[Stored items]
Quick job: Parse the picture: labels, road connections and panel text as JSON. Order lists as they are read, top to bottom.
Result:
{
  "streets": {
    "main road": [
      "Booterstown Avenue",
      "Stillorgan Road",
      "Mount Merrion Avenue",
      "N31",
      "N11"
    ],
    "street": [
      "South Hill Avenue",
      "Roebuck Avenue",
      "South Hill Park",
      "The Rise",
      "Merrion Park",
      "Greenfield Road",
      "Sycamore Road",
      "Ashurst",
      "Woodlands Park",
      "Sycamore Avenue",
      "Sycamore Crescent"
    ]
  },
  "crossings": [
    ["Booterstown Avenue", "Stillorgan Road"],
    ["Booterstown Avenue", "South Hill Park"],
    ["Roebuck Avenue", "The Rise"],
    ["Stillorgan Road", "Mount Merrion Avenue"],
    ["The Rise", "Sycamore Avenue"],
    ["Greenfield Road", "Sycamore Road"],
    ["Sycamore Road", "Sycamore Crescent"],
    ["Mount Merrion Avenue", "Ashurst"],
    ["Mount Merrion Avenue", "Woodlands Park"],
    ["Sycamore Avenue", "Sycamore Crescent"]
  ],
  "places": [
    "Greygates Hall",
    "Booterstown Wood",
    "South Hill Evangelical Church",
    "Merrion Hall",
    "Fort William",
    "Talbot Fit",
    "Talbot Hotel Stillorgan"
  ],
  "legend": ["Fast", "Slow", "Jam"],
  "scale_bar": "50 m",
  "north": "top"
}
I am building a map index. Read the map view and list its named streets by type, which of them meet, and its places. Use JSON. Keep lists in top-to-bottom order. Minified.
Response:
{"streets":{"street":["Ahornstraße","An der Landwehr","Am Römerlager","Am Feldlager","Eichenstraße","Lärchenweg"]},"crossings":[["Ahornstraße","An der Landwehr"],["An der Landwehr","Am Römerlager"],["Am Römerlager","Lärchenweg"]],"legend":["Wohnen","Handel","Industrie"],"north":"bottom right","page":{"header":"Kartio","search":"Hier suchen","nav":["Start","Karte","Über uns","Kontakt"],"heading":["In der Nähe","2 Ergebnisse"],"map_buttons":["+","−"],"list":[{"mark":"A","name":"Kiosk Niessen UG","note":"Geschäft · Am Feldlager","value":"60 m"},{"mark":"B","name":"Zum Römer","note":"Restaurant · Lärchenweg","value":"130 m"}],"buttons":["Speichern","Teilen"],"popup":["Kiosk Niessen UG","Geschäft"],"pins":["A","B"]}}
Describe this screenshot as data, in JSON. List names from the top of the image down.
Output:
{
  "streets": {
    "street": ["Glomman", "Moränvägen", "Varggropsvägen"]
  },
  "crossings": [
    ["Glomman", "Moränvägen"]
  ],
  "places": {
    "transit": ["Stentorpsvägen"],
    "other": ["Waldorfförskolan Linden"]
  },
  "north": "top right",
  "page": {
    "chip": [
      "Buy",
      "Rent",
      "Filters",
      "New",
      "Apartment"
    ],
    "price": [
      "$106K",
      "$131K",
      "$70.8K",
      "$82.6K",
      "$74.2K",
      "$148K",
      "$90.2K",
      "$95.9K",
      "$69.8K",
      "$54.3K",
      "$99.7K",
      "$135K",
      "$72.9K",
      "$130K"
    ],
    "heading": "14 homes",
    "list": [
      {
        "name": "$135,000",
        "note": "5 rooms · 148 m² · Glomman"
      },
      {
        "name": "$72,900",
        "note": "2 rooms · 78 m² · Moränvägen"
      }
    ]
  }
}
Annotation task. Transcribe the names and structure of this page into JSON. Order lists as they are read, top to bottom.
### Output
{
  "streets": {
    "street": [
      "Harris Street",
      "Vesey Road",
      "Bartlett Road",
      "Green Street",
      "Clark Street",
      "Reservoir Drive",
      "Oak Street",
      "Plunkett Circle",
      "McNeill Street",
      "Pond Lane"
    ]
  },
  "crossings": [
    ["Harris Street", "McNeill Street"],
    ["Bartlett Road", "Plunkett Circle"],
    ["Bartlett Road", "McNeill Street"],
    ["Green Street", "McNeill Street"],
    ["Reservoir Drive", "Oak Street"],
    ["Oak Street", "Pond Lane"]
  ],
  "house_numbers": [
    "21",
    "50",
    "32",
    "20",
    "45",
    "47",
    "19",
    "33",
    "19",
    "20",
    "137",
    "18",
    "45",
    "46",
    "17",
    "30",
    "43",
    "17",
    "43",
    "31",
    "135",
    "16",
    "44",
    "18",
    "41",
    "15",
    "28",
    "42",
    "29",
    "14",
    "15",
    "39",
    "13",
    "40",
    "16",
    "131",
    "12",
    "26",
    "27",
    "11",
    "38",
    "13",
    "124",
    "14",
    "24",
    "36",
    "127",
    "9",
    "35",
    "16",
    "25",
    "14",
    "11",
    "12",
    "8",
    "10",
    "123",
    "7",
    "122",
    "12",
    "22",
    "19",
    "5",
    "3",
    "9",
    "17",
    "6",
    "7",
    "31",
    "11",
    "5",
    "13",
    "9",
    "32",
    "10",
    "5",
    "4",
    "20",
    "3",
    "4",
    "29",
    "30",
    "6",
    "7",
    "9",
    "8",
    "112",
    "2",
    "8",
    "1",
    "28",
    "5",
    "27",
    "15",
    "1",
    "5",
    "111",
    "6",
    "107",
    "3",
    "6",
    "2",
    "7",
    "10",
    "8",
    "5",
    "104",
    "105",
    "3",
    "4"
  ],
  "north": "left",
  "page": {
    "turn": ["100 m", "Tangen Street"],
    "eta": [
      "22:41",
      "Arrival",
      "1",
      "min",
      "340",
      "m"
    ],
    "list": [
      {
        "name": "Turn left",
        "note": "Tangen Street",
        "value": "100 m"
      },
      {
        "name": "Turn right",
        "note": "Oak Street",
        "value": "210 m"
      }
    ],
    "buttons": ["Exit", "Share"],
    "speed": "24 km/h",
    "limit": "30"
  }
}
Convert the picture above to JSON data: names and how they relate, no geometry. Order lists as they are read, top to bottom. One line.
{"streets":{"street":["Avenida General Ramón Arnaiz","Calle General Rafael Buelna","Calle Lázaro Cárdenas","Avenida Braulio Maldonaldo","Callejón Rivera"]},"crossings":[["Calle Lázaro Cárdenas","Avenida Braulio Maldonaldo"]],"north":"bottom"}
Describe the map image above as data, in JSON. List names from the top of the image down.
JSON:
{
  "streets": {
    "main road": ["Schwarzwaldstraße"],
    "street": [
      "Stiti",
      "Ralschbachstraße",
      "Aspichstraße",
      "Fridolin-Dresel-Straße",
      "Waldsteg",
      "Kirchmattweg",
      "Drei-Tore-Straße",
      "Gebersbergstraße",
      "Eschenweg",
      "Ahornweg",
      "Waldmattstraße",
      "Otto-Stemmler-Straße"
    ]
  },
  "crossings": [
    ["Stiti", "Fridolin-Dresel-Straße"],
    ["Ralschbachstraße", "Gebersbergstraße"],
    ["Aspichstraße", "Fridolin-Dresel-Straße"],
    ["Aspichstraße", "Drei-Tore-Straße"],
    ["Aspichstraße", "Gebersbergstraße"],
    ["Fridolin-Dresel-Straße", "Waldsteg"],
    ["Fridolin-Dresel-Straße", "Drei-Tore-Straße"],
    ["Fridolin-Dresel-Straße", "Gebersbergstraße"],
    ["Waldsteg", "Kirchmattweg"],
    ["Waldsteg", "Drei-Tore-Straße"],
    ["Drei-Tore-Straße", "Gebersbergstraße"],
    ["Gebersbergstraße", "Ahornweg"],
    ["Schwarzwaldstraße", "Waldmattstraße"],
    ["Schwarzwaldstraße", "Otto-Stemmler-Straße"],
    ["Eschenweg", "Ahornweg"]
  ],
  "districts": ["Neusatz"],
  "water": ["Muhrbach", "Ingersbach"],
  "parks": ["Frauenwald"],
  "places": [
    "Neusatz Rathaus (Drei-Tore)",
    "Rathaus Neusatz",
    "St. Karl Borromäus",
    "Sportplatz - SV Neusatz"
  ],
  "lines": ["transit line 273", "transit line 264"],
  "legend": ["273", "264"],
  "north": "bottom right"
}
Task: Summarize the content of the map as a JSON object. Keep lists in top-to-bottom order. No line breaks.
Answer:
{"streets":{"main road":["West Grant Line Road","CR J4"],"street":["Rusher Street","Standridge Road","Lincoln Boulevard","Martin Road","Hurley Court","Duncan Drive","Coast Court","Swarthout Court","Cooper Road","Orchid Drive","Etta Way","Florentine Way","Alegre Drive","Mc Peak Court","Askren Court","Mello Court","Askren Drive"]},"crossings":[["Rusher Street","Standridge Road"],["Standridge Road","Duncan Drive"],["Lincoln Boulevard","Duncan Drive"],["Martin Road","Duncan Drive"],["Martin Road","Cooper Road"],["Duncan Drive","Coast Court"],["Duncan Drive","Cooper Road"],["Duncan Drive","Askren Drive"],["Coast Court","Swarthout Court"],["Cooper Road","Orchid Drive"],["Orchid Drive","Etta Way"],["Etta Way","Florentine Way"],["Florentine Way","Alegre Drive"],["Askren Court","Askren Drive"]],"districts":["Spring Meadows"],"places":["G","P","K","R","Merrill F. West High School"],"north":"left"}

Exercise = The reply should be nothing but the number of lines in the entries that include "Greenfield".

Output below = 2